西武 渡辺SDでも流出止められず…炭谷もFA表明で高まる危機感

 西武は7日の浅村栄斗内野手(27)に続いて8日、炭谷銀仁朗捕手(31)がFA権行使を表明した。会見で炭谷は「本当に悩んでいますし、当然残留も考えています。いろいろ悩む中で他球団の評価も聞いてみたい。今まで14年にFA権を取ってずっと使わずにライオンズにいましたけど、今回はそういう気持ちになったので宣言しました」と揺れる心境を告白。浅村同様「SDには『(権利を)行使するからといってこれで終わりじゃない。最後の最後まで話をしよう』とも言ってもらえたんで、本当に感謝しています」と、渡辺久信シニアディレクター兼編成部長(53)の誠意あふれる残留要請に深く感謝の意を示した。

 今年から交渉役となったのが渡辺SD。前日、浅村が明かした「浅村が出て行って来季、ライオンズが優勝できるイメージが湧かない」という殺し文句も含め、移籍へと向く両者の気持ちを最後のところでつなぎ止め、最終交渉に望みを託しているが、だからこそ球団内には危機感があふれている。

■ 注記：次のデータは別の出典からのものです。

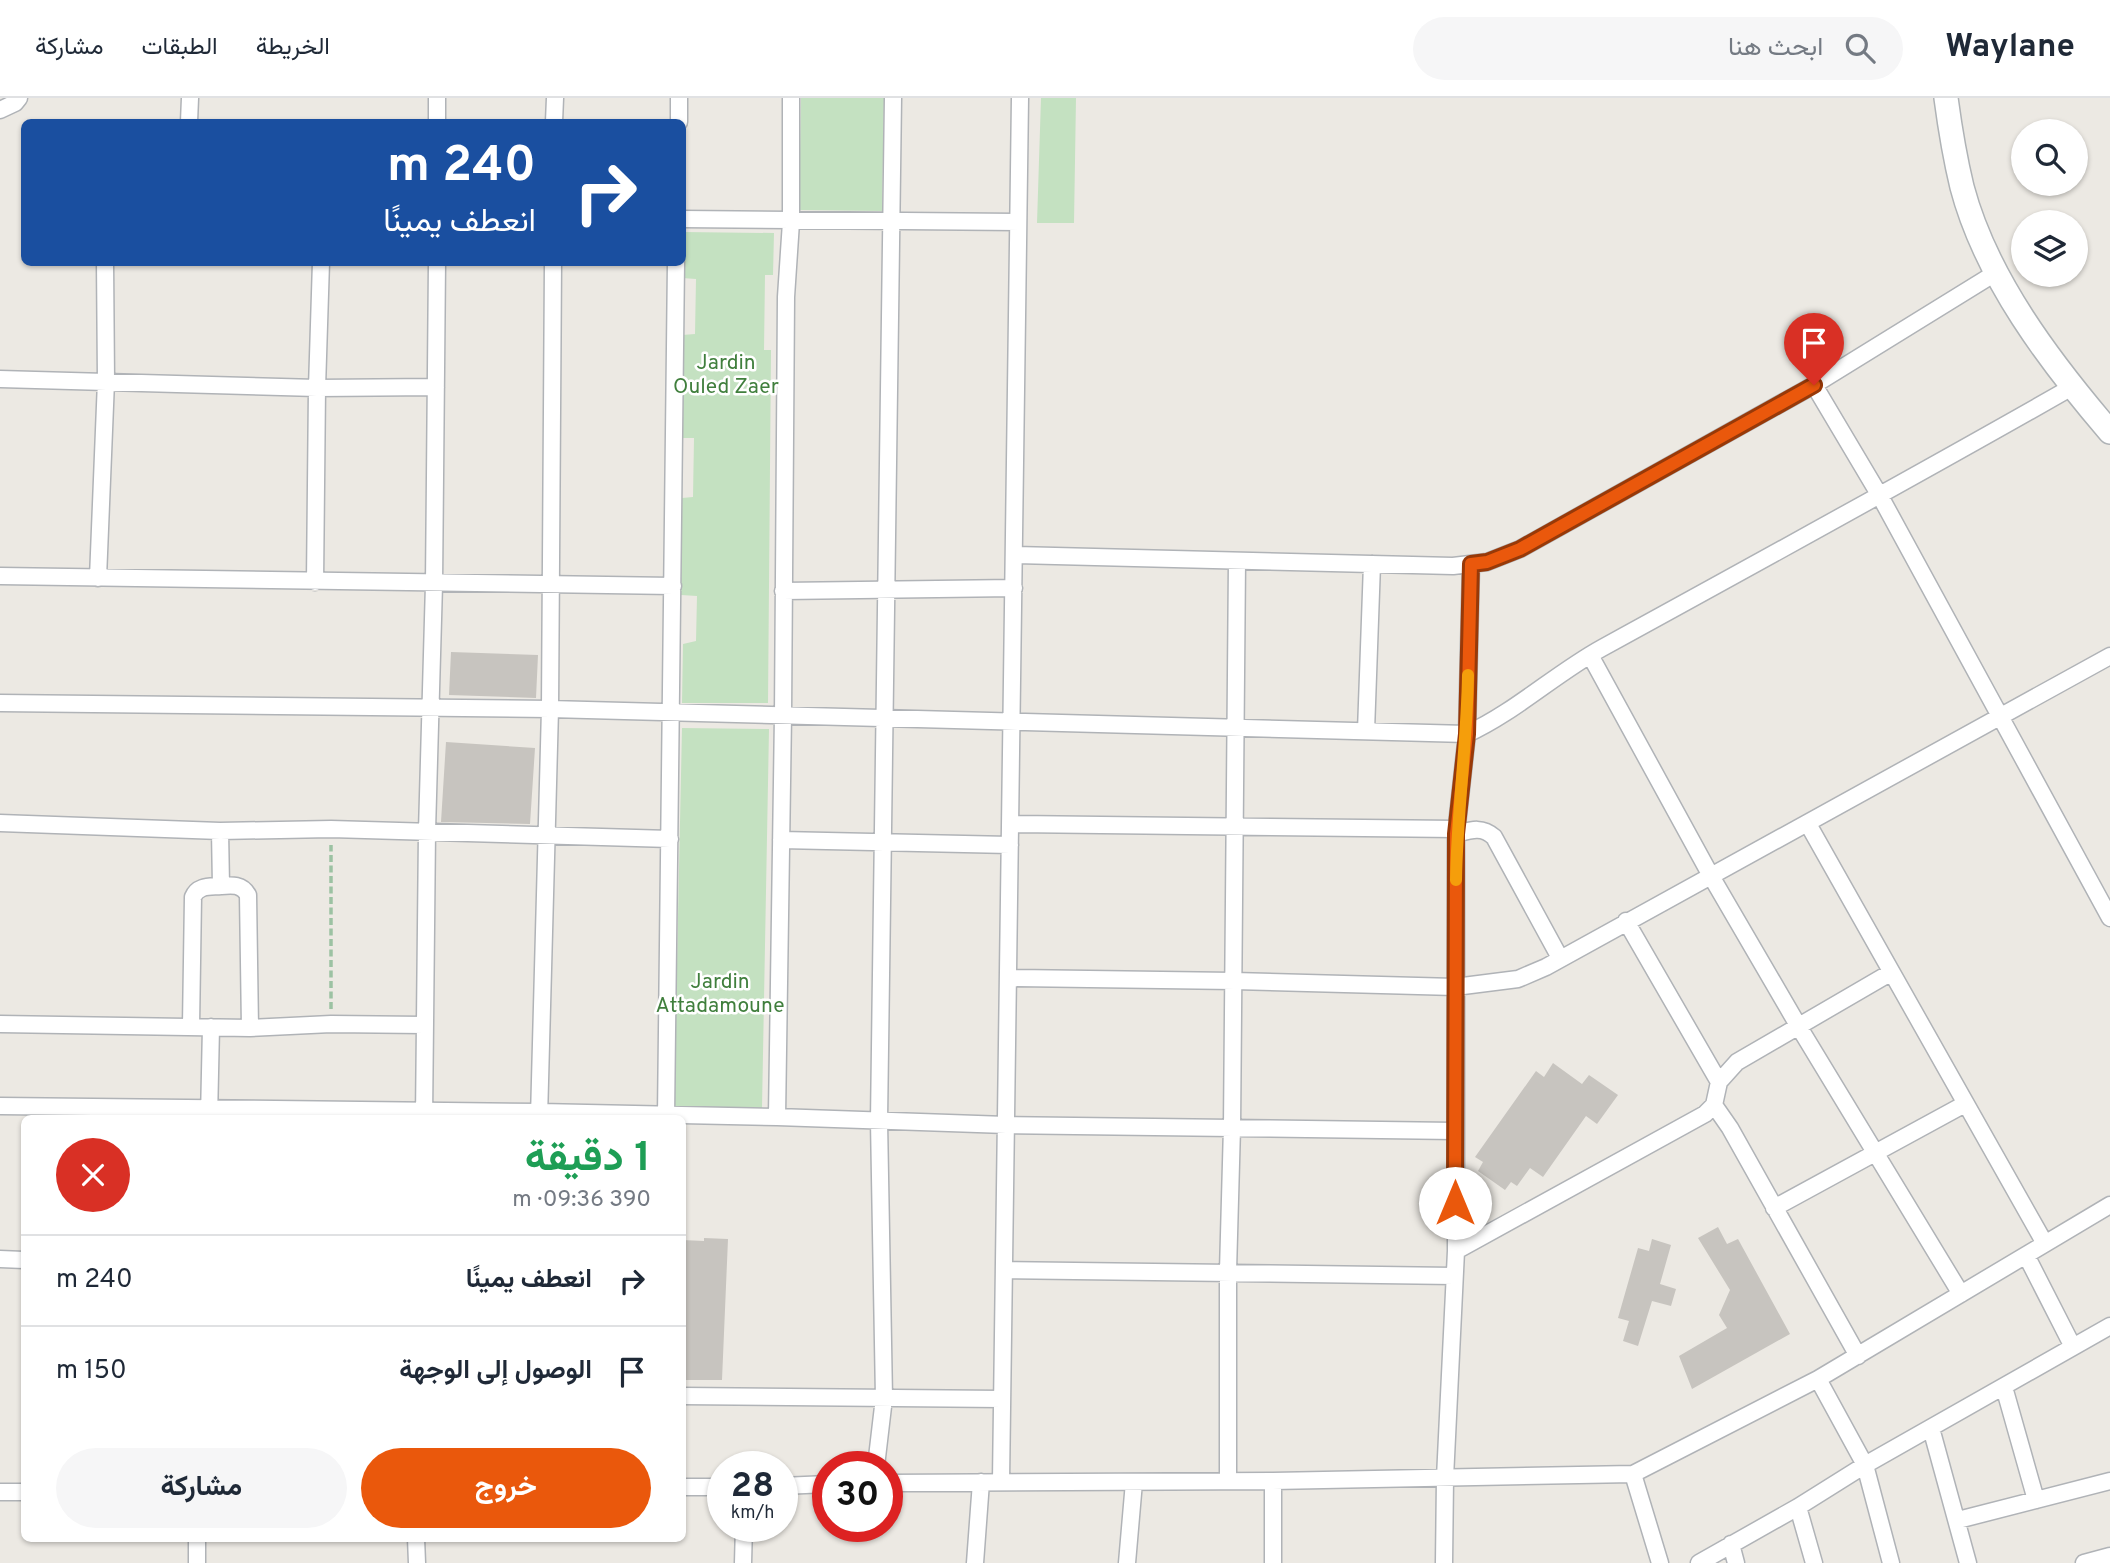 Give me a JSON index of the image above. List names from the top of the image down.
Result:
{
  "parks": ["Jardin Ouled Zaer", "Jardin Attadamoune"],
  "page": {
    "header": "Waylane",
    "search": "ابحث هنا",
    "nav": ["الخريطة", "الطبقات", "مشاركة"],
    "turn": ["240 m", "انعطف يمينًا"],
    "heading": ["1 دقيقة", "390 m · 09:36"],
    "list": [
      {
        "name": "انعطف يمينًا",
        "value": "240 m"
      },
      {
        "name": "الوصول إلى الوجهة",
        "value": "150 m"
      }
    ],
    "buttons": ["خروج", "مشاركة"],
    "speed": "28 km/h",
    "limit": "30"
  }
}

 関係者の一人は「SDがあそこまでの熱意で交渉しても(流出を)止められないとなると、ウチにはもう手立てがないことになる。交渉人の問題ではないということになってしまうから…」とポツリ。

 ここまで12球団最多16人のFA流出者を出している原因の一つが交渉担当者の問題とも捉えられていたからだ。

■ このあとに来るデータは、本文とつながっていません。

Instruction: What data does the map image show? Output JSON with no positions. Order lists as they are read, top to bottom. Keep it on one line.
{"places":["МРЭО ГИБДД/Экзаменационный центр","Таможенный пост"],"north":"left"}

 西武編成の基礎をつくった故根本陸夫管理部長の一番弟子だった浦田直治取締役編成部長が2003年に勇退。しかし、その後を継ぐはずだった楠城徹スカウト部長(現九州国際大付監督)が04年に失脚し、退団すると同年暮れの堤義明オーナーの失脚も重なって西武は混乱期に突入した。

 急きょ、球団本部長職に抜てきされた前査定担当の前田康介氏(04〜11年)はその高圧的な物言いと「宣言残留は認めない」という対応でFA選手の態度を硬化させ05年の豊田清(巨人移籍)、07年の和田一浩(中日移籍)、10年土肥義弘(米独立リーグ)、細川亨(ソフトバンク移籍)、11年許銘傑(オリックス移籍)、帆足和幸(ソフトバンク移籍)と8年間で6人の主力が流出。その後を継いだ鈴木葉留彦球団本部長(12〜18年)はその反省から一転し「宣言残留」を容認し対話路線にシフトした。

 しかし、選手との価値観の相違は埋まらず12年の中島裕之(アスレチックス移籍)、13年の片岡治大(巨人移籍)、涌井秀章(ロッテ移籍)、15年脇谷亮太(巨人移籍)、16年岸孝之(楽天移籍)、17年野上亮磨(巨人移籍)と在任7年でやはり6人の主力が西武を去って行った。

 その負の流れに歯止めをかけるべく登板した〝情熱の交渉人〟渡辺SDでさえ流出の抑止力にならないとなると…。西武のFA対応はさらに混迷を深めることになる。